**Task goal**: Copy all lines below that use the word "Славише".

───

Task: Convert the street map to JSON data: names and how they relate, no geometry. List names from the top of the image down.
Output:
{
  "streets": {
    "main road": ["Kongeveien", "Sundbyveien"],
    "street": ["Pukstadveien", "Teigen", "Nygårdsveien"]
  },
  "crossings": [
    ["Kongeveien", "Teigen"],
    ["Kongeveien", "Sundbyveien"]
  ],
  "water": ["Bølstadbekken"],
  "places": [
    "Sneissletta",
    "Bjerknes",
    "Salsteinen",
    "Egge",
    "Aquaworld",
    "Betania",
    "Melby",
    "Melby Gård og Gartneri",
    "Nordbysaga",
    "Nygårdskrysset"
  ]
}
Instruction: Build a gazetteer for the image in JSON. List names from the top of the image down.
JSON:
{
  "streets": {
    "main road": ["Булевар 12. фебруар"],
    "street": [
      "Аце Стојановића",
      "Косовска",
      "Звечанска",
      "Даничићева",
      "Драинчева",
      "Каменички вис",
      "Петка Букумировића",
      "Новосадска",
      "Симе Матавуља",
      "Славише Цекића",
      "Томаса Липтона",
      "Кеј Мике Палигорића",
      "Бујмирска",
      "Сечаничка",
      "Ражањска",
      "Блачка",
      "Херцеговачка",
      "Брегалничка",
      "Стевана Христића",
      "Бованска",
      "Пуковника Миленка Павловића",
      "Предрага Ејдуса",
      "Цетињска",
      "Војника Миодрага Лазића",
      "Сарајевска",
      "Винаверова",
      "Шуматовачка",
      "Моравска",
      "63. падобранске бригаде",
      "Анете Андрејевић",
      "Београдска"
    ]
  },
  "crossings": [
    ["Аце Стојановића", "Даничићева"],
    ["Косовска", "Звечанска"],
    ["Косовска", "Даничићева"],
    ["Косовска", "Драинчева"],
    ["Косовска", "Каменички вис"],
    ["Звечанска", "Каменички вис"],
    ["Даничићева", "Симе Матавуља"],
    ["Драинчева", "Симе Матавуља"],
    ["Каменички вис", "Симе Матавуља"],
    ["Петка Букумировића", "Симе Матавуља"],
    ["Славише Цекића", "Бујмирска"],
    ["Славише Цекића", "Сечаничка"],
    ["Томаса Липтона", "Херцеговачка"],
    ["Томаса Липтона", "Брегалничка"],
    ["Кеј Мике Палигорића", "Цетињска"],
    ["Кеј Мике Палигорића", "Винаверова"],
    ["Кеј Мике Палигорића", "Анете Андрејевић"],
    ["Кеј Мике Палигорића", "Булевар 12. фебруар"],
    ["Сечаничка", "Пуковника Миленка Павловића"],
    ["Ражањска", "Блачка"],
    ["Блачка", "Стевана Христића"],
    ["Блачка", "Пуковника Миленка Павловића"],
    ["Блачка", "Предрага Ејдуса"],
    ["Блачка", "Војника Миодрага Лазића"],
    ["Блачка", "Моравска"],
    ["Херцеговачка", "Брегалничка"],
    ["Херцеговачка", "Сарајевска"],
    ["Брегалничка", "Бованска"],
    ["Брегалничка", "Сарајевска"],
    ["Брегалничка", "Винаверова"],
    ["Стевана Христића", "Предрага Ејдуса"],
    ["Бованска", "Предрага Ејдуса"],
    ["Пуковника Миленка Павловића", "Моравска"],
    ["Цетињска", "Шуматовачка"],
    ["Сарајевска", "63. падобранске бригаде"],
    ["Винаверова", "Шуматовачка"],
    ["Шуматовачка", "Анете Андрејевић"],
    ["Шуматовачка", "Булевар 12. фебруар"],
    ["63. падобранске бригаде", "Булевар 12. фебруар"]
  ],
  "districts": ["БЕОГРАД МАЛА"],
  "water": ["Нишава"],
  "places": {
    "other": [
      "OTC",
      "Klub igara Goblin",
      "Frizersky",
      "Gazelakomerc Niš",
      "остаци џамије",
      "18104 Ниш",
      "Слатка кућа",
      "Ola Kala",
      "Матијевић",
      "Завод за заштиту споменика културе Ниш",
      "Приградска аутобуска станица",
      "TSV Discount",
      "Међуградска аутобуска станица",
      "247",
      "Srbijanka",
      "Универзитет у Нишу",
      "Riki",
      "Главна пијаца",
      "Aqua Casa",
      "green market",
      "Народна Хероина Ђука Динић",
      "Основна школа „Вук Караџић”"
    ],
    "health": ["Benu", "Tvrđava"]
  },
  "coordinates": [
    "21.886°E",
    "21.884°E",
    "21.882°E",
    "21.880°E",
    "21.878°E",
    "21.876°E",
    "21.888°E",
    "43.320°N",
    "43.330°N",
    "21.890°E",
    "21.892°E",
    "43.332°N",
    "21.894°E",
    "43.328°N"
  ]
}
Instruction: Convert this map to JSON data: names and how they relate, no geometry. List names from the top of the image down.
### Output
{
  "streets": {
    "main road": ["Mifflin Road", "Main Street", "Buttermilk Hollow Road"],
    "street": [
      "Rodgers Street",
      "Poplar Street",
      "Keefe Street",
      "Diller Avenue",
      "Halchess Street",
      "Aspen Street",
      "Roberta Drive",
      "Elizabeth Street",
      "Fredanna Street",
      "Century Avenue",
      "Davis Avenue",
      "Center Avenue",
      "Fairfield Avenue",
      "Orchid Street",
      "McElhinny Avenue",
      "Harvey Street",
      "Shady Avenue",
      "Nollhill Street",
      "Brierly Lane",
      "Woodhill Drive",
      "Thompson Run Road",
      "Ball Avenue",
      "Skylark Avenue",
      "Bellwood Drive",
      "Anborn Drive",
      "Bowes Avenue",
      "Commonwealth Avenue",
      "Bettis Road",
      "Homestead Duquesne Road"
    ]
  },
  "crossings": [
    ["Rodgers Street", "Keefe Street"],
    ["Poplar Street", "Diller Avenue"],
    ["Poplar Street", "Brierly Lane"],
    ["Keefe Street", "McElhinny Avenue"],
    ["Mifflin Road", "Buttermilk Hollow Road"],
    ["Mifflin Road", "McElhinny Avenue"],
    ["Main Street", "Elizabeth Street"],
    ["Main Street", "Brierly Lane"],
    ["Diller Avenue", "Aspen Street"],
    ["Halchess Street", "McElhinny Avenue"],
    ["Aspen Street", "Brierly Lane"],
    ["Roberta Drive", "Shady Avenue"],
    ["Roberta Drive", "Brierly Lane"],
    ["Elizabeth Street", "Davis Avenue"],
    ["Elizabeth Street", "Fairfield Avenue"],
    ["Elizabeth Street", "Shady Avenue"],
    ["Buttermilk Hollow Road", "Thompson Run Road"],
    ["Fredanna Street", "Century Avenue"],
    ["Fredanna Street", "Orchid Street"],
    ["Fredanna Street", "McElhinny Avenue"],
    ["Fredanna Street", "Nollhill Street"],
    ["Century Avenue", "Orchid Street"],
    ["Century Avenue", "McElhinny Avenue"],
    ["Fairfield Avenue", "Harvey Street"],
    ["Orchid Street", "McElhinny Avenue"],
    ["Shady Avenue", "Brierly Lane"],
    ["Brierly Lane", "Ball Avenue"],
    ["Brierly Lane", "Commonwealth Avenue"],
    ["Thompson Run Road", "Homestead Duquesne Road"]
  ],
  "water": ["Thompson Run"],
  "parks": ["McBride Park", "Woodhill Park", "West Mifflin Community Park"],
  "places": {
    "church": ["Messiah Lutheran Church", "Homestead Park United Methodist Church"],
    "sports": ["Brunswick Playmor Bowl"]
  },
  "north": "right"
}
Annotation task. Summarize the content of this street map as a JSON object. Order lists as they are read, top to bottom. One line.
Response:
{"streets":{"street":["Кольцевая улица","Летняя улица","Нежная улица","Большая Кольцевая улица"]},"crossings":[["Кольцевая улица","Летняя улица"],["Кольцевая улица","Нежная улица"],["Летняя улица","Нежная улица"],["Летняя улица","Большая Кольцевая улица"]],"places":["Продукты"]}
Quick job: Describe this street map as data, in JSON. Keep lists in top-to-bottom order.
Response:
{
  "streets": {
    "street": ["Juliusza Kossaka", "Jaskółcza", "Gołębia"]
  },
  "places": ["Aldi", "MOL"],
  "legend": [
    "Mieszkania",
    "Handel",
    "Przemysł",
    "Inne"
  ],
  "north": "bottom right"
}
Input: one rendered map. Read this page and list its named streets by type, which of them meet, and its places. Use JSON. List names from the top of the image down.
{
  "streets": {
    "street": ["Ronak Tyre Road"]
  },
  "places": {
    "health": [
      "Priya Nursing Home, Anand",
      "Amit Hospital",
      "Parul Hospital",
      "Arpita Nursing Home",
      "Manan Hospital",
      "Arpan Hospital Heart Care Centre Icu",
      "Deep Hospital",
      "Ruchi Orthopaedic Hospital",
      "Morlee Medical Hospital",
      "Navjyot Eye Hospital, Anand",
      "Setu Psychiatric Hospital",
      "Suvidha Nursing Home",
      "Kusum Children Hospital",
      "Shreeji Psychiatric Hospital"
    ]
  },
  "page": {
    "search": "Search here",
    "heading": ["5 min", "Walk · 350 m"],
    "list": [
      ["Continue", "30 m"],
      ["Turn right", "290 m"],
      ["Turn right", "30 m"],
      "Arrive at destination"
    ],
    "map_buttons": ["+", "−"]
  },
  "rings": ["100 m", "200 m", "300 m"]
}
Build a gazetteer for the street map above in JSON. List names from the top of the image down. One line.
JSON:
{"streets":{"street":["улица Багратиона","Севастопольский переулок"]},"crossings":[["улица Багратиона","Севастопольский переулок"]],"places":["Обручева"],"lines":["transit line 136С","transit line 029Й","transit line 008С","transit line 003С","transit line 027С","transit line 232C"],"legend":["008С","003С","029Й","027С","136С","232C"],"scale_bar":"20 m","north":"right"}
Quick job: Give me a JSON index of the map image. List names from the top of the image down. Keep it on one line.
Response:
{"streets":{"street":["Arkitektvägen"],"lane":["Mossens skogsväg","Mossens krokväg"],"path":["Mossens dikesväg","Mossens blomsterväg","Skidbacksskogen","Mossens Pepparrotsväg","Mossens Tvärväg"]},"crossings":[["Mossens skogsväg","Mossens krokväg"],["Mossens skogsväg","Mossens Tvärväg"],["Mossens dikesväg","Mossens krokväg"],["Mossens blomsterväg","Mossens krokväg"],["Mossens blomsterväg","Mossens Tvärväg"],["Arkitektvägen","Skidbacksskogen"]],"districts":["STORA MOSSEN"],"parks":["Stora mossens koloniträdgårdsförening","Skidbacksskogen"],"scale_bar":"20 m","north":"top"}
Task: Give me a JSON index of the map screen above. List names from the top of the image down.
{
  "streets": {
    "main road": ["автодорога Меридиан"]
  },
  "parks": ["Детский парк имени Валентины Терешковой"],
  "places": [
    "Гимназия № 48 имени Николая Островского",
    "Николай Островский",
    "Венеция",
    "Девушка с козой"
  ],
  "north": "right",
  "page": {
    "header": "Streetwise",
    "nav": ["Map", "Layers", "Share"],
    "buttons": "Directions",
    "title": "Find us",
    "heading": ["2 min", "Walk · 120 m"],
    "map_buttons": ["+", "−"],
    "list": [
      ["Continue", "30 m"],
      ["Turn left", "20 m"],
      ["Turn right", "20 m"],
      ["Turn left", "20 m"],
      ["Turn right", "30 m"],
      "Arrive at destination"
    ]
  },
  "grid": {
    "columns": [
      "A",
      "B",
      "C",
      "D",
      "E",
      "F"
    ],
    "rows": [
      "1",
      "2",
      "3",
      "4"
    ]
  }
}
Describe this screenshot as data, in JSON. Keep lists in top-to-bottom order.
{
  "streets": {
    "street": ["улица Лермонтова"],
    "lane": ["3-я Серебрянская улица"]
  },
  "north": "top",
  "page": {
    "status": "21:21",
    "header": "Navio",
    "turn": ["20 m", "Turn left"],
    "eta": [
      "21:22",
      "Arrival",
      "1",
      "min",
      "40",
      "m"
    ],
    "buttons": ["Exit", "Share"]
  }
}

───

**Task answer**:
      "Славише Цекића",
    ["Славише Цекића", "Бујмирска"],
    ["Славише Цекића", "Сечаничка"],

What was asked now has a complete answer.